[Opening WORKING DATA section]

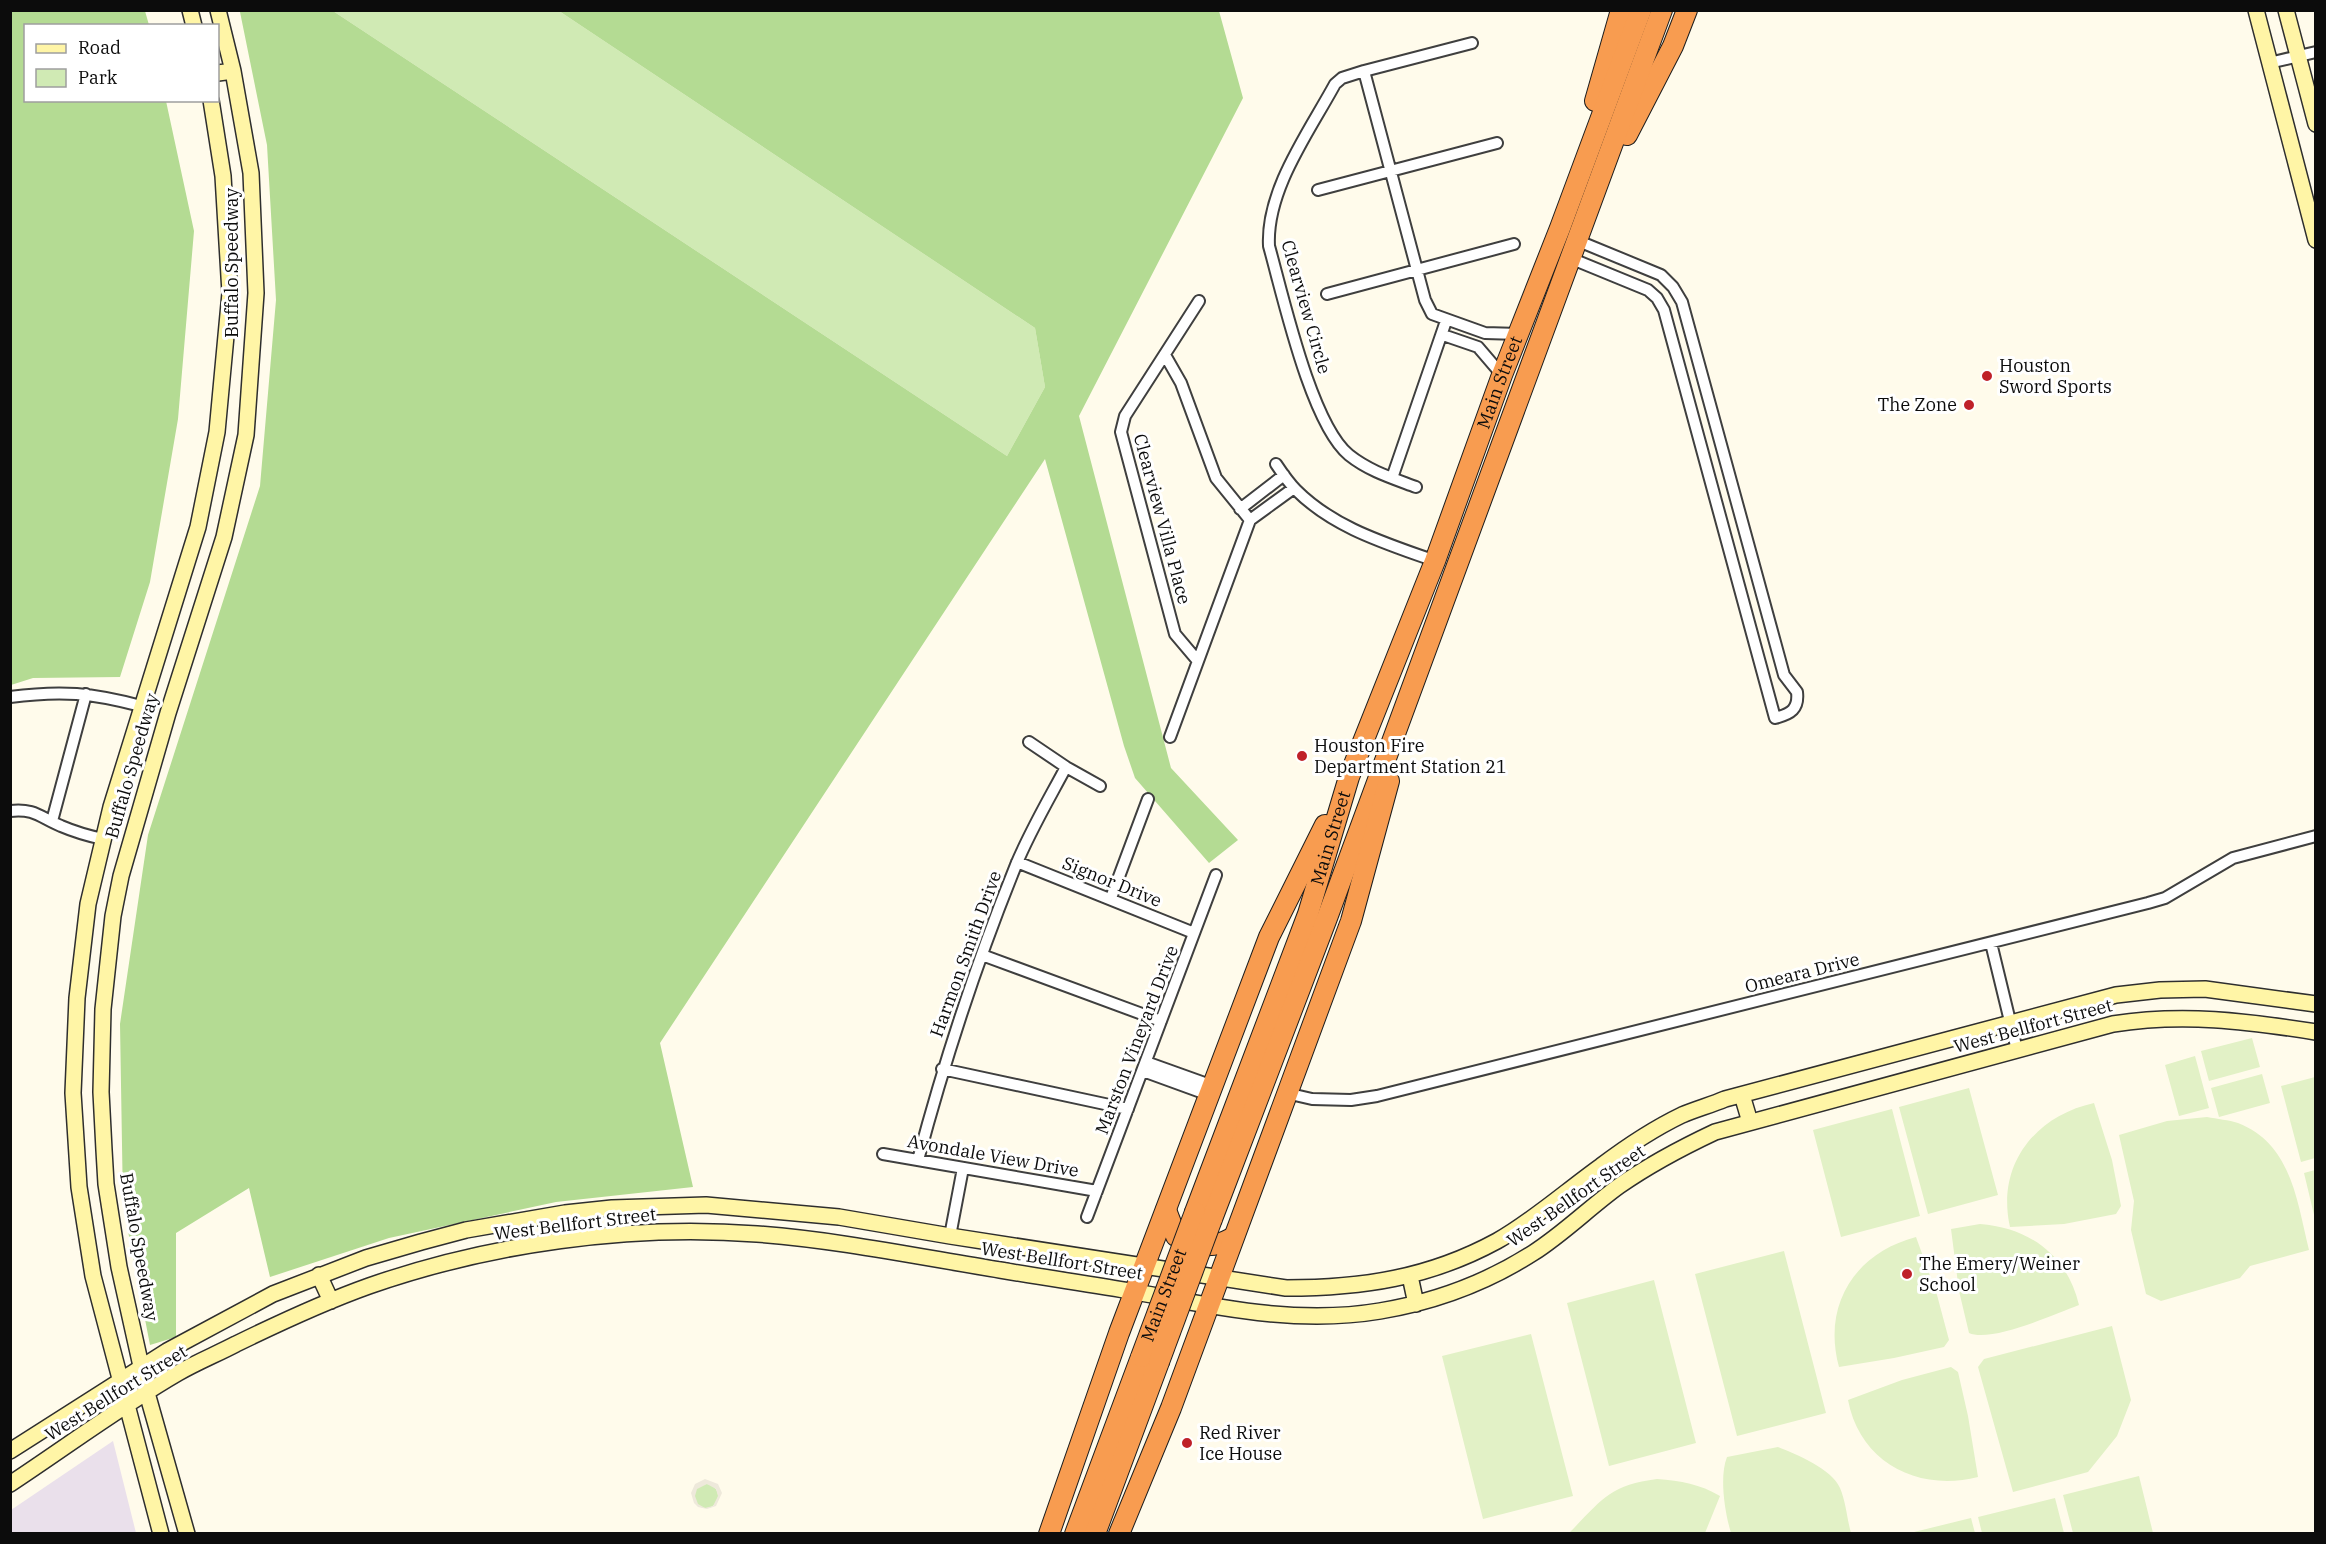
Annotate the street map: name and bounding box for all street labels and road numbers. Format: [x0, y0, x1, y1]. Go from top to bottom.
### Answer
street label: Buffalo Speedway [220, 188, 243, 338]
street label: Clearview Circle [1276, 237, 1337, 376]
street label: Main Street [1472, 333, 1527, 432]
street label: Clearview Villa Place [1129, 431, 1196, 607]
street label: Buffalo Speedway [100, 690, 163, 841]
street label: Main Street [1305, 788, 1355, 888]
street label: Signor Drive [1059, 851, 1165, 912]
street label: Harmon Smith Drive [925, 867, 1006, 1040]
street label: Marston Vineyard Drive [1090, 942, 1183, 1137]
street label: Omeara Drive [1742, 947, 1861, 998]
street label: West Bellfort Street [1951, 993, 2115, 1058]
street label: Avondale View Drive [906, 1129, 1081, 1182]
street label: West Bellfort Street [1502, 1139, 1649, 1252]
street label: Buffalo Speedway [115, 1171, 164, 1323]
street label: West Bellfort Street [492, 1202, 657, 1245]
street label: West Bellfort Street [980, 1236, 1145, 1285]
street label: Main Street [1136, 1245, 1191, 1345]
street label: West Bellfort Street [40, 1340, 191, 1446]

[Closing WORKING DATA section]

Keep the pictures out, and write out the rest of the data above word for word.

Annotate the street map: name and bounding box for all street labels and road numbers. Format: [x0, y0, x1, y1]. Go from top to bottom.
### Answer
street label: Buffalo Speedway [220, 188, 243, 338]
street label: Clearview Circle [1276, 237, 1337, 376]
street label: Main Street [1472, 333, 1527, 432]
street label: Clearview Villa Place [1129, 431, 1196, 607]
street label: Buffalo Speedway [100, 690, 163, 841]
street label: Main Street [1305, 788, 1355, 888]
street label: Signor Drive [1059, 851, 1165, 912]
street label: Harmon Smith Drive [925, 867, 1006, 1040]
street label: Marston Vineyard Drive [1090, 942, 1183, 1137]
street label: Omeara Drive [1742, 947, 1861, 998]
street label: West Bellfort Street [1951, 993, 2115, 1058]
street label: Avondale View Drive [906, 1129, 1081, 1182]
street label: West Bellfort Street [1502, 1139, 1649, 1252]
street label: Buffalo Speedway [115, 1171, 164, 1323]
street label: West Bellfort Street [492, 1202, 657, 1245]
street label: West Bellfort Street [980, 1236, 1145, 1285]
street label: Main Street [1136, 1245, 1191, 1345]
street label: West Bellfort Street [40, 1340, 191, 1446]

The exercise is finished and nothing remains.